Reading Literature – second assignment
Part Two
Critical Commentary on
Refugee Blues (1939) by C. W. H. Auden
A strong interest and involvement in music permeate the artistic career of C. W. H. Auden: from his work for several opera libretti to the doomed undertaking in 1963 to write the lyrics for the Broadway musical Man of La Mancha and culminating, perhaps, with the collaboration with the famed Catalan musician Pablo Casals in 1971 to write the 'unofficial' hymn for the United Nation.
Refugee Blues is the second poem, in chronological order, in which Auden uses 'Blues' in the title, the other being 'Funeral Blues', now better known as 'Stop all the clocks'.
In the case of Refugee Blues the metrics fits perfectly the canonical form of US deep-south blues, to the point that, upon reading it out loud, one can almost hear the typical call-and-response pattern of traditional songs and several successful attempts have been made to set its text to music.
It is not difficult to fathom why Auden chose this frame, stripped of its musical padding, to convey the plaintive lamentations of his narrator: like the African slaves of the plantations of the 'Deep South' who originated the genre, the German Jewish speaker of this poem (and his/hers silent companion and addressee) is uprooted, deprived of his/her previous identity and collocation in society, disowned by the Fatherland and thus destined to be shunned and made a stranger.
The first of the twelve stanzas of three verses which make out the poem opens with a monosyllabic 'Say' which immediately demands attention and has the same sound equivalence to an 'Hey'. The hypothetical 'ten million souls' of the city of the two protagonists is an hyperbole (as no city in 1939 had that great a population) designed to stress that, even amongst the myriad of its inhabitants and in the gamut of their social stratification, there is no place for the narrator and his/her companion.

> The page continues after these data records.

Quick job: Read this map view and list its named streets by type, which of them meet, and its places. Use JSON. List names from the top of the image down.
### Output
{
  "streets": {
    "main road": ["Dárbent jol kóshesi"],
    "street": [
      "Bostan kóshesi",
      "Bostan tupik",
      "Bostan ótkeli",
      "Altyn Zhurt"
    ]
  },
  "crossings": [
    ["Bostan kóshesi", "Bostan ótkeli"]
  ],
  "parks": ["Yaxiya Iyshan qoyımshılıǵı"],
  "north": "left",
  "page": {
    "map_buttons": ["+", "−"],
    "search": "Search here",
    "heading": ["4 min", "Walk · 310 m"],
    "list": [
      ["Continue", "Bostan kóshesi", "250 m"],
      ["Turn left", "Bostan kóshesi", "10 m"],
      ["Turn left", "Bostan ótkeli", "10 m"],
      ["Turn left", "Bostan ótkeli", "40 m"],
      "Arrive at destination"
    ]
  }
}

The sense of loss for a Country to which one can belong, even though its continuing physical existence is still vouched by geographical maps, as highlighted in the second stanza, is reflected mirror-like in the third and fourth, where lack of official recognition for legal documentation means civil death. And, though the paper in passports has an organic origin in the tree cellulose used to make it, it has lost the ability to 'blossom anew'. Old yews, having retained their roots, have the capacity for seasonal renewal/rebirth; old passports, cut off from official, lymph-giving recognition, are dead, meaningless papers.
It is perhaps worth noting here the choice on the part of Auden of including the imagery of a yew tree, traditionally planted in the graveyards of Christian churches, in the list of contrasting elements cited by his Jewish narrator.
The false politeness of the committee, as we go from rejection and hostility by an individual (the Consul encountered in the forth stanza) to the enmity of a group in the fifth, brings more despair, as the empty gesture of offering a pointless chair and the request to return the following year fail to address the gravity and urgency of the plight at hand.
The timeless 'rationale' behind the recurring rejection of refugees through time and different political situations is voiced by the utterance attributed to an individual speaking on behalf of a collective, as the speaker of the public meeting of the sixth stanza maintains that 'If we let them in, they will steal our daily bread'.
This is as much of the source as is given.